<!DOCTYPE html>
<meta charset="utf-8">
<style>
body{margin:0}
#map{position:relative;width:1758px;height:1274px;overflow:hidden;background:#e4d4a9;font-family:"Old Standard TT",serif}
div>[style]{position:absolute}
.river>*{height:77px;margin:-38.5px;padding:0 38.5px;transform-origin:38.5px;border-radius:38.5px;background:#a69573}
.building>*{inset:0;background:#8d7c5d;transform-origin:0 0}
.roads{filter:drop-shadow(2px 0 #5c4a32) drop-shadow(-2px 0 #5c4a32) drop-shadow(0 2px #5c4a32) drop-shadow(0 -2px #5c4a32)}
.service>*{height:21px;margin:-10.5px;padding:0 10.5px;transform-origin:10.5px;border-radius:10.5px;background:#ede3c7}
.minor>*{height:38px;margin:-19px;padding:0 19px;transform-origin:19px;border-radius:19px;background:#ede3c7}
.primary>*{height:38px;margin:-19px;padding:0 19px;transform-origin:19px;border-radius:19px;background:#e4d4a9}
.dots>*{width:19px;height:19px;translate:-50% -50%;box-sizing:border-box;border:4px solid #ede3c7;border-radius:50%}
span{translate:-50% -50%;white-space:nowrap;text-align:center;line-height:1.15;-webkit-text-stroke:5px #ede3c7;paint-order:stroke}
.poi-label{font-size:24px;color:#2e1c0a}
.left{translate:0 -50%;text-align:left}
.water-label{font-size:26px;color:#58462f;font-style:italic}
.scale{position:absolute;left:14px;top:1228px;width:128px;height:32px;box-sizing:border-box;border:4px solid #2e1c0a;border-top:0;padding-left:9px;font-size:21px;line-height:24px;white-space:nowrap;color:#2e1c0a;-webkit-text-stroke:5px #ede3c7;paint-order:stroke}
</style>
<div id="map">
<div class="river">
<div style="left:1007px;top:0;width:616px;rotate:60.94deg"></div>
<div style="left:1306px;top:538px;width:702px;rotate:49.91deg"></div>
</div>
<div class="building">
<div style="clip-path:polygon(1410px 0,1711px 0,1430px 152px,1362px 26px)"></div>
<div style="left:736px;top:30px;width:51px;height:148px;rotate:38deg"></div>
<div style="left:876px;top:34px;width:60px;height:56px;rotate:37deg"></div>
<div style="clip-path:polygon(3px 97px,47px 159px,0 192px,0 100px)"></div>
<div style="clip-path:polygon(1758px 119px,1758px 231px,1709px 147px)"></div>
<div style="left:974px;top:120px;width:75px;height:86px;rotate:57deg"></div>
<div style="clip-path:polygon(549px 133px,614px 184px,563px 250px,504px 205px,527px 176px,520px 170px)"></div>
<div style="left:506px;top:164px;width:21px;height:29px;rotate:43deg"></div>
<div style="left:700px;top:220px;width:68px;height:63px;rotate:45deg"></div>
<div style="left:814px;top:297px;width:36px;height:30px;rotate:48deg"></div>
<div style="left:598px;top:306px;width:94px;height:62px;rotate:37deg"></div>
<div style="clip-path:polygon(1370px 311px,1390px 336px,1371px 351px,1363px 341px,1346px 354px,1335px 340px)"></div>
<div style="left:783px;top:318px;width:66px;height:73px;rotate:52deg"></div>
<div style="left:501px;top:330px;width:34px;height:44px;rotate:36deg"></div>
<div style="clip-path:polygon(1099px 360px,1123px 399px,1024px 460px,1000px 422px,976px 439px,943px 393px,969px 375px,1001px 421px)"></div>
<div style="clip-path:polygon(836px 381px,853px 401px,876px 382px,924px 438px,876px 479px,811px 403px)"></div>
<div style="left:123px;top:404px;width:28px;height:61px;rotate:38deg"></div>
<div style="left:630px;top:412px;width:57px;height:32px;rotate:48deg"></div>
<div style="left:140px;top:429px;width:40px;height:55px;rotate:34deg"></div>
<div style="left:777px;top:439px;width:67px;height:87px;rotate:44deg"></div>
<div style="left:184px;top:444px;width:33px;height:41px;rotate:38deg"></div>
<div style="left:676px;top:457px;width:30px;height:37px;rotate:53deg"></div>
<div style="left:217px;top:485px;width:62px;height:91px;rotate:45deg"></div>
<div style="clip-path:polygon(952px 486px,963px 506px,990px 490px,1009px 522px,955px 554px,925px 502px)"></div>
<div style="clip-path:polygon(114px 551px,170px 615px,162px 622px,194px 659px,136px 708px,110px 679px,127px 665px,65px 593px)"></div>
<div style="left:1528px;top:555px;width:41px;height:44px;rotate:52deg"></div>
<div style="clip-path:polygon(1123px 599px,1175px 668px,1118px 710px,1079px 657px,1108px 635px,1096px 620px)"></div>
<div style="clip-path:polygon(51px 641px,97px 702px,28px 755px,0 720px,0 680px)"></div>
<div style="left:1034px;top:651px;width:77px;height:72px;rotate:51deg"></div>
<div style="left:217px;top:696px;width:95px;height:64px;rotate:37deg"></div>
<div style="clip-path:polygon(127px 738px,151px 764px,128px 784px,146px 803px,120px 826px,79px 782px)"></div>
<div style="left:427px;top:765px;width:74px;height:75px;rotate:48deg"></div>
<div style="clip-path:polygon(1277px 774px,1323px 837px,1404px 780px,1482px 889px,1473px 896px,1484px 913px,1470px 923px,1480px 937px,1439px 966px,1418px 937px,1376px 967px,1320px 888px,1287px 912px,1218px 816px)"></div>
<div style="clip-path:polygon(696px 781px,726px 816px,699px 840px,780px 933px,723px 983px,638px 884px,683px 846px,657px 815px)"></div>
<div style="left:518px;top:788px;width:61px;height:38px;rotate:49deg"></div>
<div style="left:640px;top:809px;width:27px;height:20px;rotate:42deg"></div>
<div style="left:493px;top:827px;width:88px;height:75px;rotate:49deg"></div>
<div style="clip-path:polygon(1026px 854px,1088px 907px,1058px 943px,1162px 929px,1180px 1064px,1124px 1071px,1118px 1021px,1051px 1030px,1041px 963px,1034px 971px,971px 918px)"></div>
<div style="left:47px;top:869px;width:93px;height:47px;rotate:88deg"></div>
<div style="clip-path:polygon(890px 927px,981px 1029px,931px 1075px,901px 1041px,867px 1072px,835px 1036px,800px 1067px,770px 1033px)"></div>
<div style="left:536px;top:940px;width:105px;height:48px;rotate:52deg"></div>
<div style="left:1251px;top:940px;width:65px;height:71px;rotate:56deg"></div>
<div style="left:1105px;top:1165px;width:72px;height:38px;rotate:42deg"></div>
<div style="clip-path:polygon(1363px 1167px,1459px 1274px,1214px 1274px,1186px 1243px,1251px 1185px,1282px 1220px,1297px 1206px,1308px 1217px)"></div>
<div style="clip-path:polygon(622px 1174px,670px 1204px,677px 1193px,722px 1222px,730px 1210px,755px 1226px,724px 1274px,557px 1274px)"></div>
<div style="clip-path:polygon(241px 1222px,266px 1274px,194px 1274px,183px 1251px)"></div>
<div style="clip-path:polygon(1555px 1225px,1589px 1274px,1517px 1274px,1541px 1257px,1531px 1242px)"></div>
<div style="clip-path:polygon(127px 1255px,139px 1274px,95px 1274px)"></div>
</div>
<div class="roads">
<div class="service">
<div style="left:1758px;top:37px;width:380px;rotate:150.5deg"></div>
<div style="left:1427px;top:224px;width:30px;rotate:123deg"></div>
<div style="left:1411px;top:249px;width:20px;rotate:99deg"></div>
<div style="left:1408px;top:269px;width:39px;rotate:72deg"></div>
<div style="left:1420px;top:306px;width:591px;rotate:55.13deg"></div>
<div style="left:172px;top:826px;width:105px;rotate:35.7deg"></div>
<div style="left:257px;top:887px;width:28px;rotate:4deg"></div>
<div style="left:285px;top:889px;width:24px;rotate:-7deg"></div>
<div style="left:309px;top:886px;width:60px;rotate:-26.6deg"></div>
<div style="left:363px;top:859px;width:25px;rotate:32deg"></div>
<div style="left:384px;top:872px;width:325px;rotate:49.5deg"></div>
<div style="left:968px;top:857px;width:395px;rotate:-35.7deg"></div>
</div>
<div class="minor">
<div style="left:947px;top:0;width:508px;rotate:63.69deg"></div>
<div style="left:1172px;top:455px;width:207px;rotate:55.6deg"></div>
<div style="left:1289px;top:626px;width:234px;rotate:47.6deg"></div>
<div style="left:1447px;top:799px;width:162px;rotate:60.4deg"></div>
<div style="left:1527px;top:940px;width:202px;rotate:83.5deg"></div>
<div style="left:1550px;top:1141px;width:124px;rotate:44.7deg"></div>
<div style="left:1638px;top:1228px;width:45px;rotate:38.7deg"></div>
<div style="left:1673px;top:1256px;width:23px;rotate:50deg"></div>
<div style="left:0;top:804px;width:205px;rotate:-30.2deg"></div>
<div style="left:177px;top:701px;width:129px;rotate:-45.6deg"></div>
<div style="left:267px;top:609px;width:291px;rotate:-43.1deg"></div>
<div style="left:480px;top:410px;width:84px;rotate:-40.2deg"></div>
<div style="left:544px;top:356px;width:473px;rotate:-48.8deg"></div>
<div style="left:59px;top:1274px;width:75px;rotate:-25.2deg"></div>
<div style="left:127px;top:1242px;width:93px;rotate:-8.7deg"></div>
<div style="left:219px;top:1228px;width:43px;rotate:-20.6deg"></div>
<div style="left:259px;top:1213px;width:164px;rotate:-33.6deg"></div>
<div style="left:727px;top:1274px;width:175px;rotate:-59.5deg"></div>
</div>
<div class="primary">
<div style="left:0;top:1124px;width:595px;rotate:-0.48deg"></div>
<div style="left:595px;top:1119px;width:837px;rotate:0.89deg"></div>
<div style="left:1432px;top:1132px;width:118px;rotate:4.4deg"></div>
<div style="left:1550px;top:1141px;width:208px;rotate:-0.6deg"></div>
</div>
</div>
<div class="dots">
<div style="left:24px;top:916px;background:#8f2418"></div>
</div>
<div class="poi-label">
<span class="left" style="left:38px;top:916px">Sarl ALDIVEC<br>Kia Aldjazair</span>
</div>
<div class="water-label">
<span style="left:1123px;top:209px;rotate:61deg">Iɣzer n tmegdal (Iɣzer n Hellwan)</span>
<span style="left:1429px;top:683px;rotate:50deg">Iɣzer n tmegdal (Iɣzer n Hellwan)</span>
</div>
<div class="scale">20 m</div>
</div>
▬▬▬▬▬▬
Brief: Search the material above for the word "service", then copy each line that holds it.

Answer below:
.service>*{height:21px;margin:-10.5px;padding:0 10.5px;transform-origin:10.5px;border-radius:10.5px;background:#ede3c7}
<div class="service">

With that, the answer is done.